Hi, a quick update on this for anyone who is interested. I’ve done some tests on the question between adam vs SGD , for a semantic segmentation problem using the isprs Potsdam dataset. To cut the (rather long) story sort, I am using a cyclical learning rate that looks like the following image (orange line):
where the peak, the frequency, as well as the geometric shape of the overall variation (blue line) is fine tuned via hyper parameter optimization (so the peak can be displaced left/right, the slope of how fast one reaches the maximum, goes to minimum are hyper parameters, the CLR can coincide with the blue line if that proves better for the optimization etc). LRmin/max were estimated as described in the fast.ai libarary (update lr in every iteration etc).
Now, I’ve run in this scheme both SGD as well as Adam, for training for 25 epochs, with the hope that the best result will continue training giving best validation loss. My findings are summarized in the following two plots. Each line corresponds to an independent run with a different set of hyperparameters. I’ve used GPyOpt for hyper param tuning.
The vertical y-axis is something like average IoU over all classes (not really, but you get the idea - the higher the better). The hyper parameters I optimized for both SGD and Adam where the CLR params (common for both) and in addition for SGD I optimized momentum, and for Adam beta1. This is for fixed batch size (32).

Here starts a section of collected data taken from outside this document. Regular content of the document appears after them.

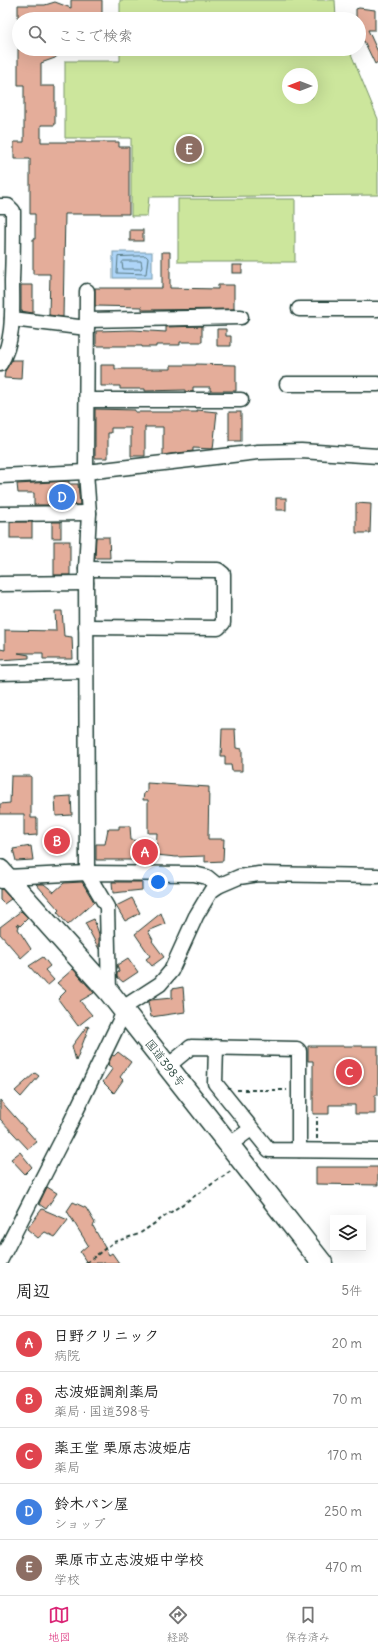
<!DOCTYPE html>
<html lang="ja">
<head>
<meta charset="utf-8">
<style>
  body { margin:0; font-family:Delius,"Klee One",sans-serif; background:#f6f6f6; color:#222 }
  .controls { position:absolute; right:12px; bottom:12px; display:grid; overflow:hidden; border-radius:0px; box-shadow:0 4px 16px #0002 }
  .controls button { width:36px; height:36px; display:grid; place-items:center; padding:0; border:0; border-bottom:1px solid #e0e0e0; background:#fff; color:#222; font:20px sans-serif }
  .compass { position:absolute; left:282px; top:68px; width:36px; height:36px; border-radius:50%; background:#fff; box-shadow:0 4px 16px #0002; rotate:270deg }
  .you { position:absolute; left:158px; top:882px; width:14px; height:14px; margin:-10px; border:3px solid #fff; border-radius:50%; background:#1a73e8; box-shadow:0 0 0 6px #1a73e833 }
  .badge { display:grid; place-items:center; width:26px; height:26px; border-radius:50%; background:#db2777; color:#fff; font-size:13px; font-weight:700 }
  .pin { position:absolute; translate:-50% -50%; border:2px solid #fff; box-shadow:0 1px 4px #0006 }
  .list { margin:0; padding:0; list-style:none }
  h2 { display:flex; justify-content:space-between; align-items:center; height:52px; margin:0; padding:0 16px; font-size:17px }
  h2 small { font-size:13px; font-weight:400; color:#767676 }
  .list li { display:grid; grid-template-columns:26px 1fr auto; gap:12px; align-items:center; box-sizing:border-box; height:56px; padding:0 16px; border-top:1px solid #e0e0e0 }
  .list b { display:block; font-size:15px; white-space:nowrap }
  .list p { margin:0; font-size:13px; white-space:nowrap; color:#767676 }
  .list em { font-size:13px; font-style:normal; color:#767676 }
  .icon { flex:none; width:22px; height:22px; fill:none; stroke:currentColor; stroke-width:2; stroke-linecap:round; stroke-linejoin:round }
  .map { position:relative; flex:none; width:378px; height:1263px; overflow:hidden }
  .search { position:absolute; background:#fff; box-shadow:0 4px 16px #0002; left:12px; right:12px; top:12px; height:44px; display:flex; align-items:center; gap:10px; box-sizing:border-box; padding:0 14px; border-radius:22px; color:#767676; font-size:15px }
  .sheet { height:332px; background:#fff }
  nav { display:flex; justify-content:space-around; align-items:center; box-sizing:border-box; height:56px; border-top:1px solid #e0e0e0; background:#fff; font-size:11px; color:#767676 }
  nav a { display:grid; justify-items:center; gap:2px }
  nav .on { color:#db2777 }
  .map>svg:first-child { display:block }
  .green { fill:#cce69c; stroke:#769268; fill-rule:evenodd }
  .water { fill:#aed5f8; stroke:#7598aa }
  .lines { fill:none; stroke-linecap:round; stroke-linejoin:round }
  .shore { stroke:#587a82; stroke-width:1 }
  .building { fill:#e4ad9a; stroke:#1f3d34 }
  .minor-casing { stroke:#1f3d34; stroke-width:17 }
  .highway-casing { stroke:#1f3d34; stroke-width:23 }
  .path { stroke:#1f3d34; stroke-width:2; stroke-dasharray:4 3; stroke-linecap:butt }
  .minor { stroke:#fff; stroke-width:14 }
  .highway { stroke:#fff; stroke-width:20 }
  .labels { text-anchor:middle; stroke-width:3.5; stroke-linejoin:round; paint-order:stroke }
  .street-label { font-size:12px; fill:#1f3d34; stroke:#fff }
</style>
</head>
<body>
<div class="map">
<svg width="378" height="1263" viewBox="0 0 378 1263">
  <rect width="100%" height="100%" fill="#fff"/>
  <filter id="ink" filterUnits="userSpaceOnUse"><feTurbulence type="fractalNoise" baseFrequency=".025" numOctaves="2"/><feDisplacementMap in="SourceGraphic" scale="8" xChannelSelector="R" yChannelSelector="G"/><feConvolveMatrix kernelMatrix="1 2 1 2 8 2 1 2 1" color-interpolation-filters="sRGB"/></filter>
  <g filter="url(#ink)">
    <!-- green -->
    <g class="green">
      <path d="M120 0H335L336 19H120Z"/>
      <path d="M120 49H349L378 119V195L149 197 147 216H131V138H65V61H120ZM288 74H312V98H288Z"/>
      <rect x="178" y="199" width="117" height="63"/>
    </g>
    <!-- water -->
    <rect class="water" x="113" y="252" width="39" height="26"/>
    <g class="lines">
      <!-- shore -->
      <g class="shore">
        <path d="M146 256 148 258 146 274 117 273 118 257Z"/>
        <path d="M124 261H141L142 267 141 269H123L122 263Z"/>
      </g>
    </g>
    <!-- building -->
    <g class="building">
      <path d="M71 0H102V19H18V5H45L55 2 71 8Z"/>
      <path d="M359 8 375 10V30H368L378 52V62L375 64 364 41 359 44V19H356V9Z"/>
      <path d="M18 49H65L55 58 41 63V86H55V125H41V142H119V147H129V214H65L63 317 49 315 50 274H33V239H35V214H30V159H14V142H24V85H18Z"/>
      <rect x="130" y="230" width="13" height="11"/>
      <path d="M162 252H170V288L218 289V285H234V309L142 310V307L95 306V288H162Z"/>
      <rect x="232" y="265" width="10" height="8"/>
      <path d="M21 285H33V313L21 311Z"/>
      <path d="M202 326V342H180V345H156V347H142V346H96V331L133 330 166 332V327Z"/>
      <path d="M217 329H226V336H231V346H217Z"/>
      <path d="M12 360H22L21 379 4 378 5 371Z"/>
      <path d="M196 364 236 365V391H210V387H193V392H185V390L145 391V389H120V386H101V365H115V369H171V365H196Z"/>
      <path d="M95 409 135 410V412H197V410L217 412 213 449 193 448V451L163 455V427H145V456H131V428H111V433H108V458H95Z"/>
      <rect x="229" y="412" width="12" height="29"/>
      <path d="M69 481V484H78L80 505H34V493H18L17 484Z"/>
      <rect x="276" y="498" width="10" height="12"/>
      <path d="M356 503 371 504 370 533H356Z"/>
      <rect x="10" y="522" width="22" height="16"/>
      <rect x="52" y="522" width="9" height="16"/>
      <path d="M96 537H109L110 558H95Z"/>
      <rect x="54" y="541" width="16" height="34"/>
      <path d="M55 611H62L64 636 72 637 73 659H43V653H18L29 655V658L0 660V649L5 650V630L56 631Z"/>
      <path d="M222 729H235L236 748 242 749V771H232L231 765H225V756H221Z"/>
      <path d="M11 776H31V818H37V835L24 836V814H0V804L10 803Z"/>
      <path d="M147 783 209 787 208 839H224L223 861 205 862V856L176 857 156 855 157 833H148V800H143L144 793 147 792Z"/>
      <path d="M71 796 72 815 56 816 55 797Z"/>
      <path d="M119 826H130L131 840 140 841V860H96V844H105L108 829H119Z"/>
      <path d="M31 846 33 860 16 861 13 849Z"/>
      <path d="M82 882 94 902 68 925 57 912 59 910 36 884H44L54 892 64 883Z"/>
      <path d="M112 882H142V890L113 893Z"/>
      <path d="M0 889H2L11 899 4 904 0 900Z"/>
      <path d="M132 898 140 913 125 921 116 906Z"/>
      <path d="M21 911 28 918 20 926 17 924 19 927 18 929 31 949 21 958 0 934V927Z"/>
      <path d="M161 913 165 924 148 931 153 940 152 941 164 957 152 966 146 959 150 956 135 934Z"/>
      <path d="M94 919 99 934V949L85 923Z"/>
      <path d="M43 957 50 966 45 970 54 980 47 986 29 966Z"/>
      <path d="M128 958 138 972 123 982 117 977V973L119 972 117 965Z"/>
      <path d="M73 969 94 993 80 1001 92 1015 78 1026 58 999 66 991 57 983Z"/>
      <path d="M183 987 185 1012 151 1017 148 1002 151 1000 172 998V989Z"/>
      <path d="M87 1026 89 1027 76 1061 72 1046Z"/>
      <path d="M308 1046H378V1095H375V1114H355V1105H329V1114H313V1061H308Z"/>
      <path d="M118 1052 131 1062 120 1077 123 1080 114 1093 103 1082 113 1068 108 1065 112 1055 114 1056Z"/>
      <path d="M35 1073 39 1076 21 1097 15 1091Z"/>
      <path d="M0 1100 37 1142 28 1149 0 1119Z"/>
      <path d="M20 1152 32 1167 25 1174 11 1159Z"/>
      <path d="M316 1167H378V1185L316 1184Z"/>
      <path d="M47 1187 57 1193 46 1209 39 1204Z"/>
      <path d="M73 1202 86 1208 95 1223 93 1226 109 1255 112 1253 119 1263H87L80 1252 88 1245 67 1211Z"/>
      <path d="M42 1209 68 1220 55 1237 45 1232 38 1238 27 1229Z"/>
    </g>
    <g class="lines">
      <defs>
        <g id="minor">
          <path d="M0 206H8L13 211C13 234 13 257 12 280 12 307 15 340 0 364"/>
          <path d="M87 291 86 472 89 513 86 569 87 873 107 907 109 992"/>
          <path d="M299 309H378"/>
          <path d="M12 319 87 328"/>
          <path d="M87 320 241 317"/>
          <path d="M287 384H378"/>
          <path d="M87 400H241"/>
          <path d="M0 476 86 472 258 452 301 451 378 456"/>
          <path d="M0 514 89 513"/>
          <path d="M86 569 218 570 223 574V623L218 628 86 627"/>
          <path d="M0 584 86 583"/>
          <path d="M0 673 86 671"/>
          <path d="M1 881 7 877 87 873 194 874 207 877 218 886"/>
          <path d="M216 1047 215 1083 269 1150 378 1151"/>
          <path d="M168 1066 191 1047 297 1049 299 1051V1150"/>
          <path d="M229 1145 251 1129"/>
          <path d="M0 1261 66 1132 124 1012 129 1004 160 984 171 971 196 916 211 891 218 886 239 877 259 874 378 876"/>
        </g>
        <path id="highway" d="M0 870 109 992 322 1263"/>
      </defs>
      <!-- minor casing -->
      <use href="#minor" class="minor-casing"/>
      <!-- highway casing -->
      <use href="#highway" class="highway-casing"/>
      <!-- path -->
      <g class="path">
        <path d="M237 1090H287"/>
        <path d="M317 1139V1117"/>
        <path d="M86 1263 114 1242 139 1234 231 1171"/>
      </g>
      <!-- minor -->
      <use href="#minor" class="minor"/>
      <!-- highway -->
      <use href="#highway" class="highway"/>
    </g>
  </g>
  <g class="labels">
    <!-- street labels -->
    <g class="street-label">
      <text transform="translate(165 1063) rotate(52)" y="4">国道398号</text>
    </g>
  </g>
</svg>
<div class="controls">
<button><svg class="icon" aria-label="layers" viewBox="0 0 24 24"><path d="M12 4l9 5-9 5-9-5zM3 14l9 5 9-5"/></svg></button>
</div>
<svg class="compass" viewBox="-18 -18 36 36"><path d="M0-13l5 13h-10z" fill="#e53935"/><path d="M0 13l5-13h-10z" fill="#767676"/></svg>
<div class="you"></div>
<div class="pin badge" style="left:145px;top:852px;background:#e0444e">A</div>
<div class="pin badge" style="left:57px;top:841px;background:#e0444e">B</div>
<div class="pin badge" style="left:349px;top:1072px;background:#e0444e">C</div>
<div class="pin badge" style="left:62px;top:497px;background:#3f7fe0">D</div>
<div class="pin badge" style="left:189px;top:149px;background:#8d6e63">E</div>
<div class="search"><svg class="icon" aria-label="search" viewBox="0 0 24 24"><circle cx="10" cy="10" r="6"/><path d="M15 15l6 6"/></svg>ここで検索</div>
</div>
<section class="sheet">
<h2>周辺<small>5件</small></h2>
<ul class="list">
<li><span class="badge" style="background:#e0444e">A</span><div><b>日野クリニック</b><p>病院</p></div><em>20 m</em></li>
<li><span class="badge" style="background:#e0444e">B</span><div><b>志波姫調剤薬局</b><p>薬局 · 国道398号</p></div><em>70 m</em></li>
<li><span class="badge" style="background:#e0444e">C</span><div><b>薬王堂 栗原志波姫店</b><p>薬局</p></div><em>170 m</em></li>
<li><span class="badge" style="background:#3f7fe0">D</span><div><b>鈴木パン屋</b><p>ショップ</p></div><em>250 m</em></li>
<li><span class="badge" style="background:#8d6e63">E</span><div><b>栗原市立志波姫中学校</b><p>学校</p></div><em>470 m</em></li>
</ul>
</section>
<nav>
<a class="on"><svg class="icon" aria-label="map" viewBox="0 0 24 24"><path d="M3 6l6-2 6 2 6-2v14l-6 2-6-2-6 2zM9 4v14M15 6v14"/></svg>地図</a>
<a><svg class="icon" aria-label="directions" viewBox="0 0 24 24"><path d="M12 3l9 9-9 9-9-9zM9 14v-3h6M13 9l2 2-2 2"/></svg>経路</a>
<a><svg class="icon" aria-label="saved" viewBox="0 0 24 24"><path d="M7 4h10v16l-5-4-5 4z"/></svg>保存済み</a>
</nav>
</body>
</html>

Adam performed better, resulting in an almost 2+% better “score” (something like average IoU). So my understanding so far (not conclusive result) is that SGD vs Adam for fixed batch size (no weight decay, am using data augmentation for regularization) depends on the dataset.
I am doing more tests on this, I’ll update this post if anything new appears.
edit: forgot to mention, the plots are for validation data “IoU” , not seen by the model during training.